- Presented by: Rodrigo Duterte Geraldine Tiu Rocky Ignacio Apollo Quiboloy
- Country of origin: Philippines

Production
- Camera setup: Multi-camera setup
- Running time: 60 minutes
- Production company: Radio-Television Malacañang

Original release
- Network: ABS-CBN Davao (1998–2015); People's Television Network (2017); Sonshine Media Network International (2023);
- Release: 1998

Related
- Du30 on Duty

= Gikan sa Masa, para sa Masa =

Philippine television program

Gikan sa Masa, para sa Masa (formerly titled Mula sa Masa, para sa Masa) was a weekly public service and talk television program hosted by former Philippine president Rodrigo Duterte together with Geraldine Tiu from ABS-CBN Davao, Rocky Ignacio from the People's Television Network, and Apollo Quiboloy on SMNI. The program tackles the week's most prominent issues as well as explains the policies and showcases the projects of the Duterte administration. The show features a question-and-answer portion during which Duterte himself responds to comments, complaints and questions sent in by viewers.

The program premiered on May 19, 2017, and is supposed to air every Friday at 7:00 p.m. (UTC +08) on the government-owned People's Television Network. In the pilot and so far only episode of the program, Duterte discussed the appointment of Roy Cimatu as the new Department of Environment and Natural Resources (DENR) secretary, replacing Gina Lopez.

The program is supposed to be a spin-off of the long-running television program "Gikan sa Masa, para sa Masa", a weekly talk show that aired every Sunday morning over ABS-CBN Davao (with simulcast on DXAB 1296) when Duterte was still the mayor of Davao City and until the start of his presidential campaign. In January 2023, it began airing on SMNI, and reverting to its original title.

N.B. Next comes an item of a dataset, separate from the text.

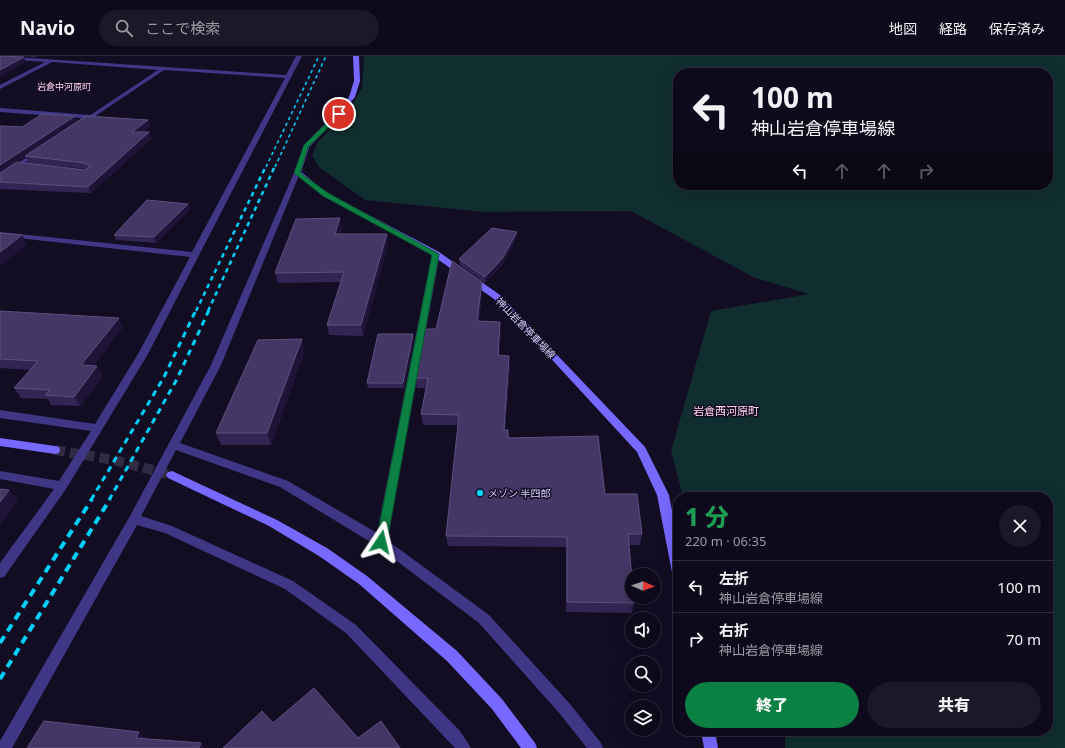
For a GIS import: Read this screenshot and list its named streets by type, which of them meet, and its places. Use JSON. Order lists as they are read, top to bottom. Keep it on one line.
{"streets":{"main road":["神山岩倉停車場線"]},"districts":["岩倉中河原町","岩倉西河原町"],"places":["メゾン 半四郎"],"north":"right","page":{"header":"Navio","search":"ここで検索","nav":["地図","経路","保存済み"],"turn":["100 m","神山岩倉停車場線"],"heading":["1 分","220 m · 06:35"],"list":[{"name":"左折","note":"神山岩倉停車場線","value":"100 m"},{"name":"右折","note":"神山岩倉停車場線","value":"70 m"}],"buttons":["終了","共有"]}}
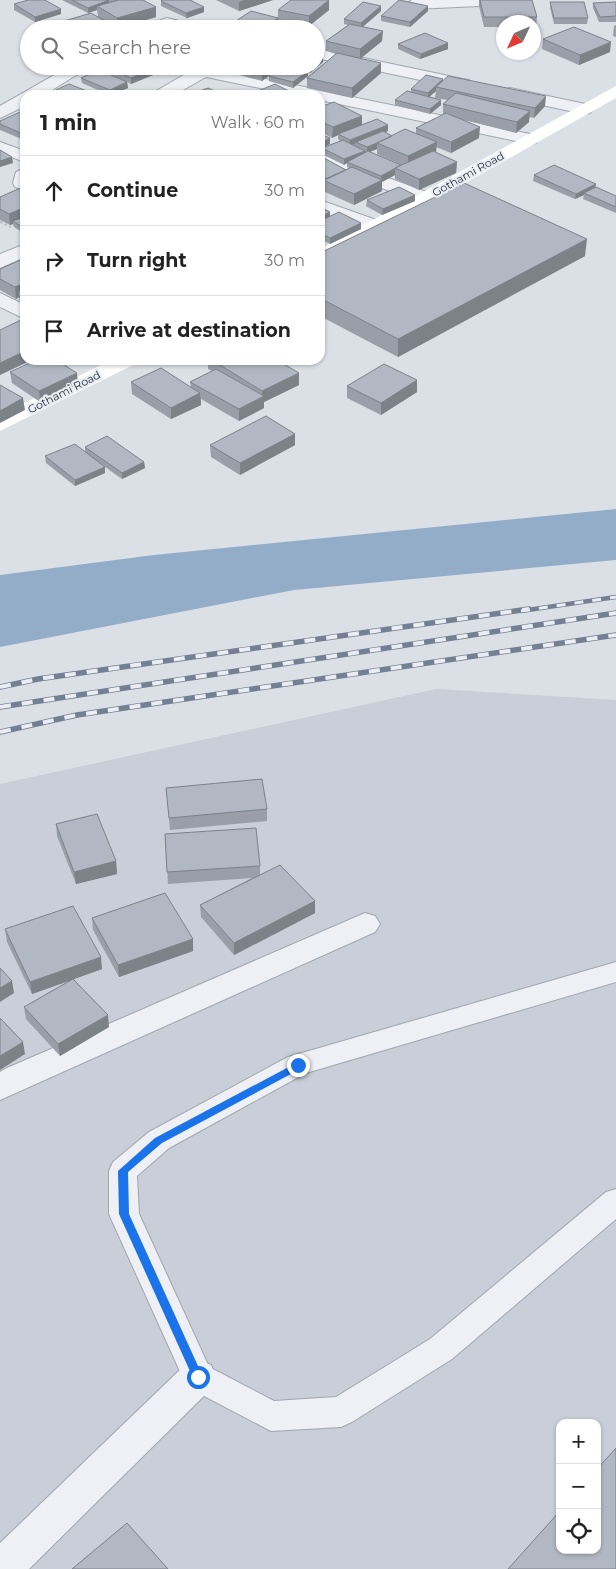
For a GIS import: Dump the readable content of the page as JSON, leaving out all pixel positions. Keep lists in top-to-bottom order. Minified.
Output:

In August 2016, a state-owned free tabloid newspaper, named after the program's title, was introduced to the public.

==Temporary suspension==
On December 18, 2023, Gikan sa Masa was suspended for two weeks by the Movie and Television Review and Classification Board (MTRCB) due to Duterte's death threats against Alliance of Concerned Teachers Rep. France Castro in two separate episodes: October 10 and November 15, despite an initial warning already being issued by the MTRCB on November 8.